Some claim that phosphoric acid in sodas, particularly colas, rids the bones of calcium, thus causing bones to become less dense and leading to weakened bones and osteoporosis. These proponents claim that because a soda’s pH is about one point five and a person’s normal pH is between seven point two and seven point four suggests it would take thirty two glasses of water at a pH of nine to neutralize one twelve ounce can of soda’s acid level once the soda is consumed.
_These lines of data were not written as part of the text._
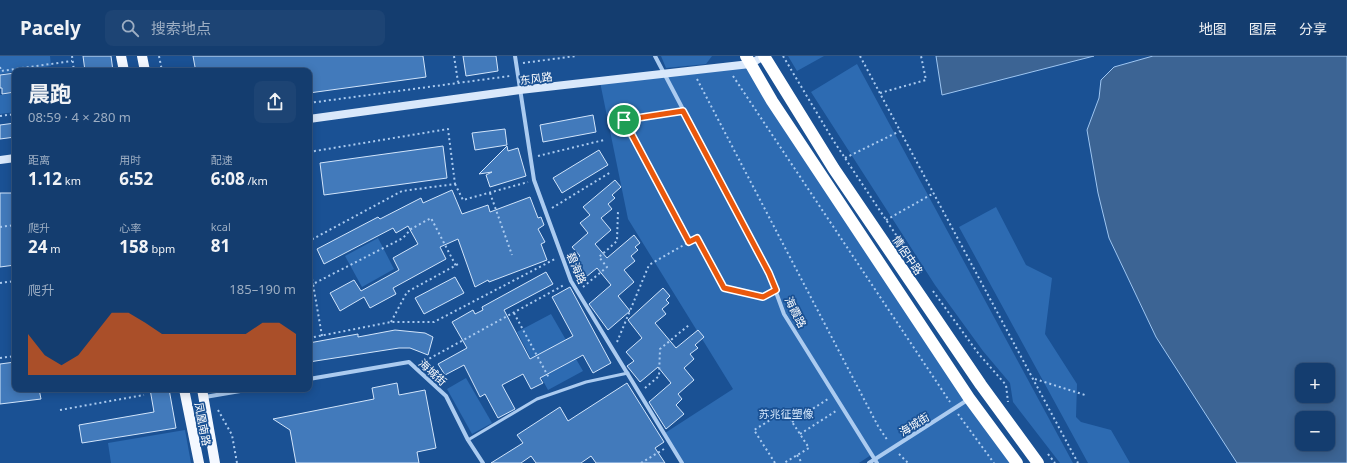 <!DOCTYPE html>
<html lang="zh">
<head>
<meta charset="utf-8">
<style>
	:root { --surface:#143d6f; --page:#1d4474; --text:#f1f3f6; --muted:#9daec3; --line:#335682; --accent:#ea580c }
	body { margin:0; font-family:"Noto Sans","Noto Sans SC",sans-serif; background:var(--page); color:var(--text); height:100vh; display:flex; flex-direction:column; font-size:15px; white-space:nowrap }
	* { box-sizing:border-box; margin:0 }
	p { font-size:13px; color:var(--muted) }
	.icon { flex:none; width:22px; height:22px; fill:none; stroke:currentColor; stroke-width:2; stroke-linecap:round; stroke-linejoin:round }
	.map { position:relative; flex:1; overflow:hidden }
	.panel { position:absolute; left:12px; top:12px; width:300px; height:324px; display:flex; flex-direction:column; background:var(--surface); border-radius:8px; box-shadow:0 2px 10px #0003,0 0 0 1px var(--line) }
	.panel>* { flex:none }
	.tools { position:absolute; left:1295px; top:307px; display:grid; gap:8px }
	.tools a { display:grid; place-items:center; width:40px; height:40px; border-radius:8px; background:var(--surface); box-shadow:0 2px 10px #0003,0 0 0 1px var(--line); font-size:20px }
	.pin { position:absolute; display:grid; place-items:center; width:34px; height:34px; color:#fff; margin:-17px; border:2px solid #fff; border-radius:50%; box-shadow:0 1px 4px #0007 }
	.round { display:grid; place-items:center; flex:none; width:42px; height:42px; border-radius:8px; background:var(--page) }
	.overview { display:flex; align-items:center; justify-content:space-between; height:68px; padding:0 16px }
	h1 { font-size:22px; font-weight:700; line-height:30px }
	.metrics { display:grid; grid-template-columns:repeat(3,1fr); gap:6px; height:68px; padding:4px 16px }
	.metrics div { display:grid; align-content:center }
	.metrics b { font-size:17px; font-weight:700 }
	.metrics small { font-size:11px; font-weight:400 }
	.metrics p { font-size:11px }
	.chart { height:112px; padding:8px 16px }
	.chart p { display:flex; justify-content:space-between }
	.chart svg { width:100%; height:72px; margin-top:4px; fill:var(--accent); opacity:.7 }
	header { display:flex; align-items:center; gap:24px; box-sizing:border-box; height:56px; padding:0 20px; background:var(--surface); border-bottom:1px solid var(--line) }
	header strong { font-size:19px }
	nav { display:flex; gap:22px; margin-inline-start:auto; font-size:14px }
	.search { width:280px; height:36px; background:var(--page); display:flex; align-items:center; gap:10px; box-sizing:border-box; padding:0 14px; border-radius:8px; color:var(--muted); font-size:15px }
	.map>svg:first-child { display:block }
	.green { fill:#2d6bb2 }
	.water { fill:#3c6494; stroke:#9ec6f2; fill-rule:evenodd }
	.building { fill:#427abb; stroke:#d2e5fb }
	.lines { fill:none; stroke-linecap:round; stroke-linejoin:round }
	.path { stroke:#abcbf0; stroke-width:2; stroke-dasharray:2 3; stroke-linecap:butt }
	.lane { stroke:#abcbf0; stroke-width:3 }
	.street { stroke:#abcbf0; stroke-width:4 }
	.secondary { stroke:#d9e8fb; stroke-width:8 }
	.primary { stroke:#f4f8ff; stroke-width:10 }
	.highway { stroke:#fff; stroke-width:12 }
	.route-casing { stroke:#fff; stroke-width:8 }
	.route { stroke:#ea580c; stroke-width:5 }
	.labels { text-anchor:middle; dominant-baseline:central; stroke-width:3.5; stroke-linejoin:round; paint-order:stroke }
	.street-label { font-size:11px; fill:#fff; stroke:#1a5194 }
	.park-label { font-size:11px; fill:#d2e5fb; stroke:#1a5194 }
</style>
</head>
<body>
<header>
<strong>Pacely</strong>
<div class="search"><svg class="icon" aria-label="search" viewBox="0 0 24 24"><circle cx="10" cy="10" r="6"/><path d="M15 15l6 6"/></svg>搜索地点</div>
<nav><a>地图</a><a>图层</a><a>分享</a></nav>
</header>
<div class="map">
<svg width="1347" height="407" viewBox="0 0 1347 407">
	<rect width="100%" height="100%" fill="#1a5194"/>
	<g class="green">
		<path d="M0,0H50L51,10L0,18Z"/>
		<path d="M661,0H712L706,8L666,12Z"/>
		<path d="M788,0H824L797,15Z"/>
		<path d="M749,8L968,342L874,402L786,257L770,217L665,18Z"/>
		<path d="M857,8L1073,407H1060L1013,346L1010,327L983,295L935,229L811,36Z"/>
		<path d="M663,18L768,217L784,258L871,399L859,407H683L665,377L733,333L628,163L600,26Z"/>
		<path d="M15,37V56L0,58V39Z"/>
		<path d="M996,151L1026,209L1052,222L1045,278L1077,328L1076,361L1081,366L1111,374L1130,407H1088L959,171Z"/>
		<path d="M378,182L394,213L362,231L345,200Z"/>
		<path d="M551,258L566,284L555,314L576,303L583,315L548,334L517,276Z"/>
		<path d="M466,322L492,367L472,378L447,333Z"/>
		<path d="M969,344L1013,407H878L875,404Z"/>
		<path d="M185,374L191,407H111L108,387Z"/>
	</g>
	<g class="water">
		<path d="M936,0H1094L942,39Z"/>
		<path d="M1153,0H1347V407H1237L1156,281L1109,182L1098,137L1087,74L1099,42L1101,24L1114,11ZM1302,314H1328V340H1302ZM1302,362H1328V388H1302Z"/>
	</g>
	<g class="building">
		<path d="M83,0H111L113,15H85Z"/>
		<path d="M193,0H423L426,21L309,37V14L199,15L195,11Z"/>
		<path d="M463,0H496L498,15L466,20Z"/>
		<path d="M15,17V36L2,38V32H0V19Z"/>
		<path d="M593,59L596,76L543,86L540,69Z"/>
		<path d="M15,67V81L0,83V69Z"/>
		<path d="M505,73L507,89L475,94L472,77Z"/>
		<path d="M443,90L447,122L324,139L320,107Z"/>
		<path d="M507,90L508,95L518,92L526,120L490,131L486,119L492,116L479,118Z"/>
		<path d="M599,94L608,109L562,137L553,122Z"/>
		<path d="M615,124L621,131L612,139L615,142L608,148L612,153L601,162L611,174L595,188L607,202L634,179L640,187L635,191L638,194L631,200L635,205L624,214L634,226L618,240L630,255L608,274L589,248L611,229L597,212L586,221L573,206L580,200L572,191L588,177L580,167L590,159L583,151Z"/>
		<path d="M452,134L462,158L488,149L490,156L530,141L538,162L541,161L544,169L538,173L545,186L541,188L547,204L489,226L488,224L475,231L458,183L440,191L446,203L393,232L396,238L370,252L364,241L340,255L330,237L354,224L361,235L399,214L393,202L418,188L408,170L396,177L393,172L324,208L317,193L378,161L380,163L421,142L423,147Z"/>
		<path d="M0,137H14L15,144V209L0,211Z"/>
		<path d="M546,216L553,228L504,254L530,303L573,280L552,241L570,231L611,307L593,317L583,299L540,322L543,327L531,333L523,318L502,329L515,353L498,362L485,338L480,341L464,309L445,319L438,308L467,292L452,266L473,254L475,258L483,254L482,251Z"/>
		<path d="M455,221L464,237L424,258L415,242Z"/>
		<path d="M663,232L670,240L666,244L669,247L662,253L666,258L655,267L676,292L698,274L704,281L695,289L698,292L690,298L694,303L684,312L694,324L678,338L682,343L676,349L684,358L666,373L649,346L671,327L658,311L640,326L627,310L634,305L626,296L642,282L628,264Z"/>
		<path d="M395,274L425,277L433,281L428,299L410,292H399L309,306V287L358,278V281Z"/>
		<path d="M15,306V333H39L41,343L0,348V308Z"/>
		<path d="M397,327L399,339L425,334L436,392L417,396L419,407H296L290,374L273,363L374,343L372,332Z"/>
		<path d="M627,327L664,386L655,392L665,407H596L591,400L581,407H536L531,400L521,407H491L523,387L517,379L560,351L568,365Z"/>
		<path d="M150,333H169L176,372L82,387L79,369L154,356Z"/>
	</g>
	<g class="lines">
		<g class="path">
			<path d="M72,0L74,15"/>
			<path d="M159,0L162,15"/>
			<path d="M454,0L458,26"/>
			<path d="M783,0L833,84L922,218"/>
			<path d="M860,0L1078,407"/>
			<path d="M523,7L576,0"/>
			<path d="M0,11L1,15L72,5"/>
			<path d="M733,20L950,346"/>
			<path d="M697,23L878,370L888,385"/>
			<path d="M880,37L926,24L921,0"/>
			<path d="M309,47L510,20"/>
			<path d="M0,60L15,58"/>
			<path d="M624,64L689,186L697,182L724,232L763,241L769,238"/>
			<path d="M614,66L676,56"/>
			<path d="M309,96L448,73L455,128L402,135L309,185"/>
			<path d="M538,100L604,84"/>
			<path d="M845,102L900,75"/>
			<path d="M455,128L463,144L528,126"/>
			<path d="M490,137L512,199"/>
			<path d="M552,152L611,116"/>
			<path d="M886,164L934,137"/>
			<path d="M0,171L15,169"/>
			<path d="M309,208L313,228"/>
			<path d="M0,227L15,225"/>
			<path d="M583,231L607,211L599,201L617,185L618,155"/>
			<path d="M933,235L978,297L1006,329L1008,346"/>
			<path d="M514,257L549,322"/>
			<path d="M391,266L407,236L460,207"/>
			<path d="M322,280L313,228L403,182L411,173L431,162L456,210"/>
			<path d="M309,282L391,266H434L555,203"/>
			<path d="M617,286L649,209L689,186"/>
			<path d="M0,302L15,300"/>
			<path d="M425,305L564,229"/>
			<path d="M1035,323L1085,339"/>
			<path d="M645,332L659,320L660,293L689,269"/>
			<path d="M60,354L144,339"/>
			<path d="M218,354L232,379L237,407"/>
			<path d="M958,358L994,407"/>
			<path d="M792,366L828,343"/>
			<path d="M800,378L836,355"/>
			<path d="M899,398L908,407"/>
			<path d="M1048,398L1055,407"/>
			<path d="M797,399L802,407"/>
			<path d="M641,407L664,393"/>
			<path d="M775,407L754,374L785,355L809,392L784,407"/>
		</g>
		<path class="lane" d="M468,384L537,343L586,326L628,317"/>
		<g class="street">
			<path d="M515,0L534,124L571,225L682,407"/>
			<path d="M655,0L769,217L784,258L877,407"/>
			<path d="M309,323L409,306L446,340L468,384L483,407"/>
			<path d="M205,341L252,333"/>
			<path d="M869,407L969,343"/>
		</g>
		<g class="secondary">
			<path d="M309,63L520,34L750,8L764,0"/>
			<path d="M0,104L15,102"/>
		</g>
		<g class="primary">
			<path d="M121,0L124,15"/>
			<path d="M142,0L145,15"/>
			<path d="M184,333L199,407"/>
			<path d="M202,333L215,407"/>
		</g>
		<g class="highway">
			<path d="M746,0L772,45L969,342L1017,407"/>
			<path d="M764,0L834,113L981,329L1038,407"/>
		</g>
	</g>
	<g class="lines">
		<g class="route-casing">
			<path id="route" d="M683,55L769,217L776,234L763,241L724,232L697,182L689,186L624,64Z"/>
		</g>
		<use href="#route" class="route"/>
	</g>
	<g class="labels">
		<g class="street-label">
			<text transform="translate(536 22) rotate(-7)">东风路</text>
			<text transform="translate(908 199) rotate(56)">情侶中路</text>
			<text transform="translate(577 212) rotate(67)">碧海路</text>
			<text transform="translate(796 256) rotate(63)">海霞路</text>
			<text transform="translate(433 316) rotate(42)">海城街</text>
			<text transform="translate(203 368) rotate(79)">凤凰南路</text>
			<text transform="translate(914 368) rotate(-32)">海城街</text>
		</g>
		<g class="park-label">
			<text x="786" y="357">苏兆征塑像</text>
		</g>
	</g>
</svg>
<div class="tools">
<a>+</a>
<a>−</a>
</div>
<div class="pin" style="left:624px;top:64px;background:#1e9e55"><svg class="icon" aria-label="arrive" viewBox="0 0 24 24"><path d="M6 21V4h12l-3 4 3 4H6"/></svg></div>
<section class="panel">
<div class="overview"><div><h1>晨跑</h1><p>08:59 · 4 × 280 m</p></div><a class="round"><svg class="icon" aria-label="share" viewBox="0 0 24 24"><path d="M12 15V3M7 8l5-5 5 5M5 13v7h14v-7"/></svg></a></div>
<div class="metrics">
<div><p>距离</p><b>1.12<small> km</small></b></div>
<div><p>用时</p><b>6:52</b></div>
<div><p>配速</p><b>6:08<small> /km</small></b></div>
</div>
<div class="metrics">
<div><p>爬升</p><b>24<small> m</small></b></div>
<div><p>心率</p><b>158<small> bpm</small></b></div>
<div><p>kcal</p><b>81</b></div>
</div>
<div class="chart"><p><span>爬升</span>185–190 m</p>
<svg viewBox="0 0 160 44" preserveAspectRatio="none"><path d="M0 44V19L10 32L20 38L30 32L40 19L50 6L60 6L70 12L80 19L90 19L100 19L110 19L120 19L130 19L140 12L150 12L160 19V44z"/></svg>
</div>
</section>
</div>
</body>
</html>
Since people don’t tend to drink thirty two glasses of water in a single day, it is believed that the body, deprived of water, resorts to removing calcium from its bones in order to bring the body’s pH level back to normal.

Moving on to the immediate effects soda has on a person’s body at time of consumption: During the time it takes to consume a soda, and even as the soda is being consumed, sugar enters the bloodstream and raises the body’s insulin level. Then the liver begins to turn excess sugar into fat. If the soda is caffeinated, one’s pupils will dilate, and a rise in blood pressure will occur. As a result, the liver sends sugar back into the bloodstream. Within minutes, dopamine production stimulates the brain’s pleasure centers. After all of this, within a short period of time, the excitement brought on from drinking the soda wears off, often leaving the consumer with a feeling of fatigue.

Due to the high degree of fructose (and possibly caffeine) in a soft drink, another effect soda can have on the body is preventing it from falling to sleep when it wants to rest, and forcing it to rest (due to its previous lack of sleep) when it wants to be awake.